Stored data entries:
== Segment start ==

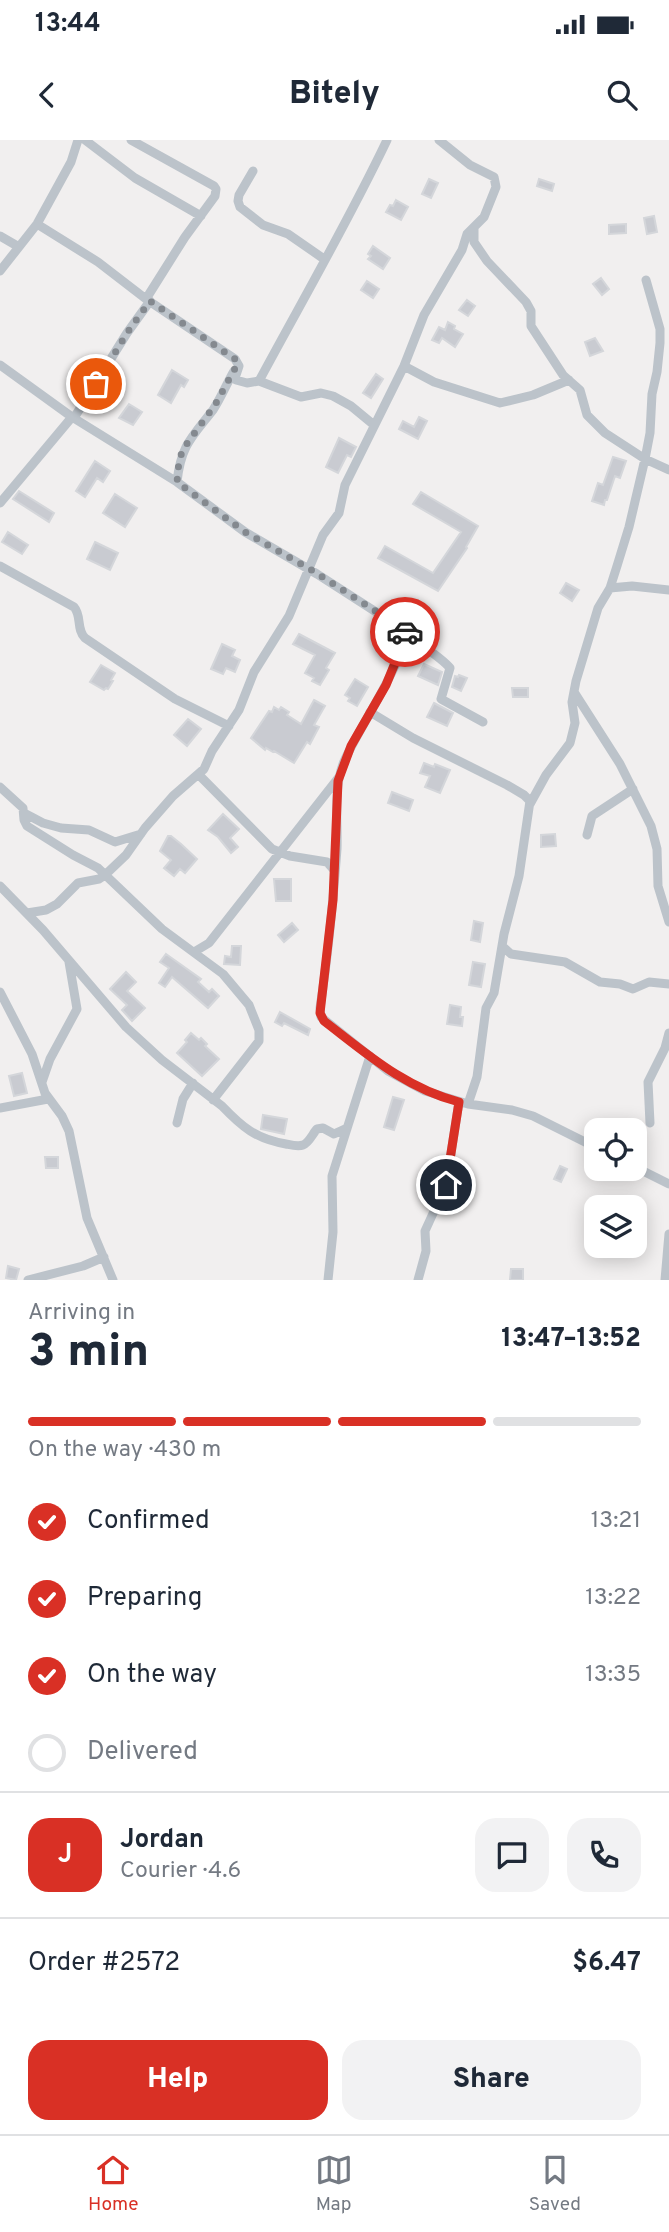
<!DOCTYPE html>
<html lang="en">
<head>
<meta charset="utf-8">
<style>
	:root { --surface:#fff; --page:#f2f2f3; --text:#1f2937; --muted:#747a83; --line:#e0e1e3; --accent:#d93025 }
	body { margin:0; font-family:Overpass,sans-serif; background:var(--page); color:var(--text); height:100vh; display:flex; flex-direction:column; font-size:26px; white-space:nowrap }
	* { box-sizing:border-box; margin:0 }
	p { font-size:23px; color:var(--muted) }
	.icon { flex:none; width:38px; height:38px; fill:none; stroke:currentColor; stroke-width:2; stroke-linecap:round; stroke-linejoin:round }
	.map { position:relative; height:1140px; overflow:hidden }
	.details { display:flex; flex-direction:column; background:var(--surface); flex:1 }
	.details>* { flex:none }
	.buttons { position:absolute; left:584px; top:978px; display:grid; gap:14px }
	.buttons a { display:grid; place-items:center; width:63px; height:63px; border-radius:14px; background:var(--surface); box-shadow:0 4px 18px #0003; font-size:35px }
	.pin { position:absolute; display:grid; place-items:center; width:60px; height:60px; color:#fff; margin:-30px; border:4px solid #fff; border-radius:50%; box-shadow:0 2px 7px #0007 }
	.courier { position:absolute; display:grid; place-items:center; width:70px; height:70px; margin:-35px; border:5px solid #d93025; border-radius:50%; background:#fff; color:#222; box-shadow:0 2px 9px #0007 }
	.overview em { font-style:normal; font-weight:800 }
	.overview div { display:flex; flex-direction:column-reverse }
	.overview { display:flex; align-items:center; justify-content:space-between; height:119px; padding:0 28px }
	h1 { font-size:46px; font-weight:800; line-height:52px }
	.bar { display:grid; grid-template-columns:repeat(4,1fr); gap:10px 7px; align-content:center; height:84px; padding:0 28px }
	.bar i { height:9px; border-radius:5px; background:var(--line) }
	.bar .selected { background:var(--accent) }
	.bar p { grid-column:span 4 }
	.line { display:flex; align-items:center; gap:18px; padding:0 28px; border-top:2px solid var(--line) }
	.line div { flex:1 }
	.round { display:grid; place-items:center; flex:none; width:74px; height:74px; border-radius:21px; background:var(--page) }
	ol { padding:0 28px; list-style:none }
	li { display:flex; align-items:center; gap:21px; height:77px }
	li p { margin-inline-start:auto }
	li .icon { padding:7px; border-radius:50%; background:var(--accent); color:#fff; stroke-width:4 }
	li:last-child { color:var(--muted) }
	li i { width:38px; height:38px; border:4px solid var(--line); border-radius:50% }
	.action { display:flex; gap:14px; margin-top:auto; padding:14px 28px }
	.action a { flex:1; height:80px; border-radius:21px; background:var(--accent); color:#fff; font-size:28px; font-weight:800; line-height:80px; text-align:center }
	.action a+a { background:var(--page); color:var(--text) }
	.status { display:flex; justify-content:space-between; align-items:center; height:49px; padding:0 35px; background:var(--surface); direction:ltr }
	.status svg { height:19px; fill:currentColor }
	header { display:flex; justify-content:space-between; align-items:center; height:91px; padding:0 28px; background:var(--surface); font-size:32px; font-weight:800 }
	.tab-bar { display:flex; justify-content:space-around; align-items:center; height:98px; border-top:2px solid var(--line); background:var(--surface); font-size:19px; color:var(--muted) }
	.tab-bar a { display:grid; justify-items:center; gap:4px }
	.tab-bar .selected { color:var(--accent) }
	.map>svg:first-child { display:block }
	.building { fill:#c9cbd1; stroke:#d4d6da; stroke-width:2 }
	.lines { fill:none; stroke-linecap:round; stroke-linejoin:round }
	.minor { stroke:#bcc3ca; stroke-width:9 }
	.done { stroke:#84898f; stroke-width:7; stroke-dasharray:0 12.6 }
	.route { stroke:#d93025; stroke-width:9 }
</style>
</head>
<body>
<div class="status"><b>13:44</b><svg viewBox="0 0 49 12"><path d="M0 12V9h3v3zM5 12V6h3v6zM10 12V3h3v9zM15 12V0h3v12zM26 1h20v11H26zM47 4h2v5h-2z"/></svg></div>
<header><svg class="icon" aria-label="back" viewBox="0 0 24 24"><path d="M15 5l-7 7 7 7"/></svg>Bitely<svg class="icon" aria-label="search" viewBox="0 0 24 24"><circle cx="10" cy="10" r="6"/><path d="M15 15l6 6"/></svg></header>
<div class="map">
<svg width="669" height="1140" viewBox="0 0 669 1140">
	<rect width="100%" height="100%" fill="#f1efef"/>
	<path class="building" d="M429,39L438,43L431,58L422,54Z
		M539,39L554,44L552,51L537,46Z
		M396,60L408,67L401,80L386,72L390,65L393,66Z
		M654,76L657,92L647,94L644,78Z
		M626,84V93L609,94V85Z
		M373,106L390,118L383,129L368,119L371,116L368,114Z
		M601,138L609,149L602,155L593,144Z
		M367,141L379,149L373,158L361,150Z
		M467,160L475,166L468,176L459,170Z
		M448,182L455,186L454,189L463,194L455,207L442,198L439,203L432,200L439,187L445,190Z
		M595,198L603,211L590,216L585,202Z
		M172,230L188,240L184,247L181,245L171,263L158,255Z
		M376,234L383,239L371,258L363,253Z
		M129,264L142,272L133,285L119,278Z
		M419,277L427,281L418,299L399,289L403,281L414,287Z
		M339,298L356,307L351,317L347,315L338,333L326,327Z
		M613,317L626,321L620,338L615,336L607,360H605L604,365L592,361L598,343L603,345Z
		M95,321L110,331L103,342L97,338L85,357L76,351Z
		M19,351L54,373L49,382L13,359Z
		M421,352L478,386L466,407L467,408L438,451L378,418L385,406L433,433L461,392L413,364Z
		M115,354L137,368L125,387L103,373Z
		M8,392L28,405L22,414L2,402Z
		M95,402L118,413L110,430L87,419Z
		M566,443L579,450L572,461L560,453Z
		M299,494L335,513L326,528L329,530L320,545L312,541L314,538L305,533L315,515L293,504Z
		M222,504L235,510L232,516L240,520L235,532L226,528L223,534L211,529Z
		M424,524L442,532L438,545L418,536Z
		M101,525L115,533L111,540L113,541L108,549L106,548L104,550L90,542Z
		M459,535L467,538L461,551L452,547L455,536L458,537Z
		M355,539L368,547L357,566L348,561L350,558L345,555Z
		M512,548H528V557H513Z
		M314,560L325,566L314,585L319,587L310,604L307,602L294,623L274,611L273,612L266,608L265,610L251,598L269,571L272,572L274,567L279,570L281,567L289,572L287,575L301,584Z
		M434,563L453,573L447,586L427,577Z
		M188,579L201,589L187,606L174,595Z
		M424,623L434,627L435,624L450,630L440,653L425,647L430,636L420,633Z
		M392,652L413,660L409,671L388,663Z
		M223,674L239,689L230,698L238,707L231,713L218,697L208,690Z
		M555,694L556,706L541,707V695Z
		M168,696H171L181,704L197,719L185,733L180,729L174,736L164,728L171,720L160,711Z
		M274,739H291V761H276Z
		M474,781L483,783L480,802L471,800Z
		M292,783L298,790L284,802L278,795Z
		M232,806H241L240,825L224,824L225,816L231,817Z
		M166,814L201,839L198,842L209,852L212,849L219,856L208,868L172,837L165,847L159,843L169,828L160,822Z
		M473,822L485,824L481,847L469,845Z
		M126,832L136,842L127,851L145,868L132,881L122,870L127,865L110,849Z
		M450,865L461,867L460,877H463L462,886L447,884Z
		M280,872L310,889L308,895L284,883L282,886L275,882Z
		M191,893L199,900L201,898L207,904L205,906L219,919L202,936L177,913L187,902L185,900Z
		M22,933L27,953L14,956L9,936Z
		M393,957L404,960L394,990L384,987Z
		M263,975L287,979L284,994L261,989Z
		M45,1017H58V1028H46Z
		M560,1026L567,1029L561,1042L554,1039Z
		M8,1126L19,1129L16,1140L6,1138Z
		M511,1129H523V1140H510Z"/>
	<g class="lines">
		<path class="minor" d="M85,0L135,38L201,76
			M131,0L214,46L216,49L215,56L185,97L146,159
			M253,31L239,55L238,61L240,67L263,85L288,94L324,119
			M37,84L98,122L146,159L235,219L239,226L235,238L236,240L247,243L259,241L301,257L321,253L333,256L351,266L374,285
			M474,88V102L487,121L526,162L531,171V186L563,235L580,250L587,275L605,293L645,319L669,330
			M0,96L19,107
			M0,131L37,84L71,22L78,0
			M0,225L72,277L177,342L245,392L317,434L404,490C411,513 353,597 343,624C333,651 338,681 337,709C333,763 328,816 320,868L321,877L388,931L425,951L468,964L512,970L533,976L597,1008
			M404,226L434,242L500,263L533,255L569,240
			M259,241C302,161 348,82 387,0
			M74,278L127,193L150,161
			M177,342C181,305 192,297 213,270C221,258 227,243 234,231
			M0,363L72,277
			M0,426L74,467C82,476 76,489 85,498L175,559L229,586
			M610,448L632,446L669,450
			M405,493C419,505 439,515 450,528L441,559L483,582
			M574,552L620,624L651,686L657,709L658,746L669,782
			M370,572L413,598L507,645L524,655L530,661L519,736L504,794L494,853L486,868L477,937L468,964
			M199,635L272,709L290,716L327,722L335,731
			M0,647L23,668L24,680L27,686L73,715L98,728L162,789L223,834L249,865L259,890V901L213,960
			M530,664L546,635L570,603L575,583L572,562L576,541L598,468L610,448L617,426L629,387L645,319L650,293L652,254L657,232L660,203V189L646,140
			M24,673L43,683L61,688L89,690L115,702L141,694
			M587,695L592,676L633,649
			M0,746L43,790L126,887L162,920L222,966C242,987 256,999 286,1004C291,1005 298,1007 303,1005C309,1003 313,993 317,989L323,988L334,994L347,988
			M27,773L46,770L57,764L78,743L99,739L105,735L126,715L145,688L173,656L204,629L212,611L239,570L254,532L289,476L323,395L339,373L345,345L404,226L424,175L462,110L467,94L484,77L496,47L494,37L470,25L439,0
			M502,806L511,814L565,822L600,842L620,844L633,849L649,842L669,844
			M194,812L209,803L339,637
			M0,852L32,914L45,953L62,976L69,991L87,1078L113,1140
			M42,942L50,919L77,869L69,822
			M0,968L48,959
			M177,983L183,959L193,943
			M650,983L648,942L665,908L669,893
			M635,1027L669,1044
			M28,1140L83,1126L104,1117
			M328,1140L333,1092L332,1036L370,916
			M418,1140L426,1111L425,1091L446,1045L459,962
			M665,1140L669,1094"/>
	</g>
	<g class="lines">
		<path class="done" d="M96,244L127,193L150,161L235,219L238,223L215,265L183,309L179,321L177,342L245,392L310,429L402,488L405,492"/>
		<path class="route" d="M405,492V502L395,523L386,545L351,606L338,641L333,760L320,873L324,881C367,914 405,948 459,962L446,1045"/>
	</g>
</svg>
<div class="buttons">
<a><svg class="icon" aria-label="locate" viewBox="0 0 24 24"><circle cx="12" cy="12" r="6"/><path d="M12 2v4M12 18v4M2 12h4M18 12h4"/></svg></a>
<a><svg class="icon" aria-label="layers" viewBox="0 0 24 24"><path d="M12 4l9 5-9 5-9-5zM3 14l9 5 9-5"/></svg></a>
</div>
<div class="pin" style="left:96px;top:244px;background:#ea580c"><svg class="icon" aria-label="bag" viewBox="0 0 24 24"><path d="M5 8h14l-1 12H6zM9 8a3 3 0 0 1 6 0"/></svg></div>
<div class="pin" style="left:446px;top:1045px;background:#1f2937"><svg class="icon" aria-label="home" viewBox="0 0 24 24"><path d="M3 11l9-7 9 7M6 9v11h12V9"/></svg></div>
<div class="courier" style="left:405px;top:492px"><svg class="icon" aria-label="car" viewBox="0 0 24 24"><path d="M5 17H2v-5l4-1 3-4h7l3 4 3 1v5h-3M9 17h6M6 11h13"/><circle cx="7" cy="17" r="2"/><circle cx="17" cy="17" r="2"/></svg></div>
</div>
<section class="details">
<div class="overview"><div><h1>3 min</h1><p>Arriving in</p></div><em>13:47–13:52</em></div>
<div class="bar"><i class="selected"></i><i class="selected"></i><i class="selected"></i><i></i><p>On the way · 430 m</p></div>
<ol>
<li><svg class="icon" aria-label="check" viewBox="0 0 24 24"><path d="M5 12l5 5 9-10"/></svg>Confirmed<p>13:21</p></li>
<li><svg class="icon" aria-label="check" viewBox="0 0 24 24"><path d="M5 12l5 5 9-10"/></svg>Preparing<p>13:22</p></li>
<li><svg class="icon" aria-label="check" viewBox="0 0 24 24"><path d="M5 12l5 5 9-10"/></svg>On the way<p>13:35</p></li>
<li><i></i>Delivered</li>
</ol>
<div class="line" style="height:126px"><b class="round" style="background:var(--accent);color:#fff">J</b><div><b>Jordan</b><p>Courier · 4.6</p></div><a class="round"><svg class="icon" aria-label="chat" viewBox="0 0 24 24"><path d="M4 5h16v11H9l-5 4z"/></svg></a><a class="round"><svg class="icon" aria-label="phone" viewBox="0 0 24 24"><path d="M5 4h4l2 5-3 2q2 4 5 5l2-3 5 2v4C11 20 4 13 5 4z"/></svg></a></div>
<div class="line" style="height:91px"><div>Order #2572</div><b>$6.47</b></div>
<div class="action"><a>Help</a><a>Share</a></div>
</section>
<nav class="tab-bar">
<a class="selected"><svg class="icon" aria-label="home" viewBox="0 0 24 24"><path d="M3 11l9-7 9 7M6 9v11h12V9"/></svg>Home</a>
<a><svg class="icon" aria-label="map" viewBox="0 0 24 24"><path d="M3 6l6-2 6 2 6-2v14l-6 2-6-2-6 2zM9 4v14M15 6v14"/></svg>Map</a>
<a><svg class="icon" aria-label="saved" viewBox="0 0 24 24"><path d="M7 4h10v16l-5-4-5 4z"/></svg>Saved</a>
</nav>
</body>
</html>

== Segment end ==

- **Problem requirements**
Word for word, write out the lines from the top of the records above down to the line holding "display:grid; place-items:center; width:63px;", inclusive, but not the pictures.

- **Reply**
<!DOCTYPE html>
<html lang="en">
<head>
<meta charset="utf-8">
<style>
	:root { --surface:#fff; --page:#f2f2f3; --text:#1f2937; --muted:#747a83; --line:#e0e1e3; --accent:#d93025 }
	body { margin:0; font-family:Overpass,sans-serif; background:var(--page); color:var(--text); height:100vh; display:flex; flex-direction:column; font-size:26px; white-space:nowrap }
	* { box-sizing:border-box; margin:0 }
	p { font-size:23px; color:var(--muted) }
	.icon { flex:none; width:38px; height:38px; fill:none; stroke:currentColor; stroke-width:2; stroke-linecap:round; stroke-linejoin:round }
	.map { position:relative; height:1140px; overflow:hidden }
	.details { display:flex; flex-direction:column; background:var(--surface); flex:1 }
	.details>* { flex:none }
	.buttons { position:absolute; left:584px; top:978px; display:grid; gap:14px }
	.buttons a { display:grid; place-items:center; width:63px; height:63px; border-radius:14px; background:var(--surface); box-shadow:0 4px 18px #0003; font-size:35px }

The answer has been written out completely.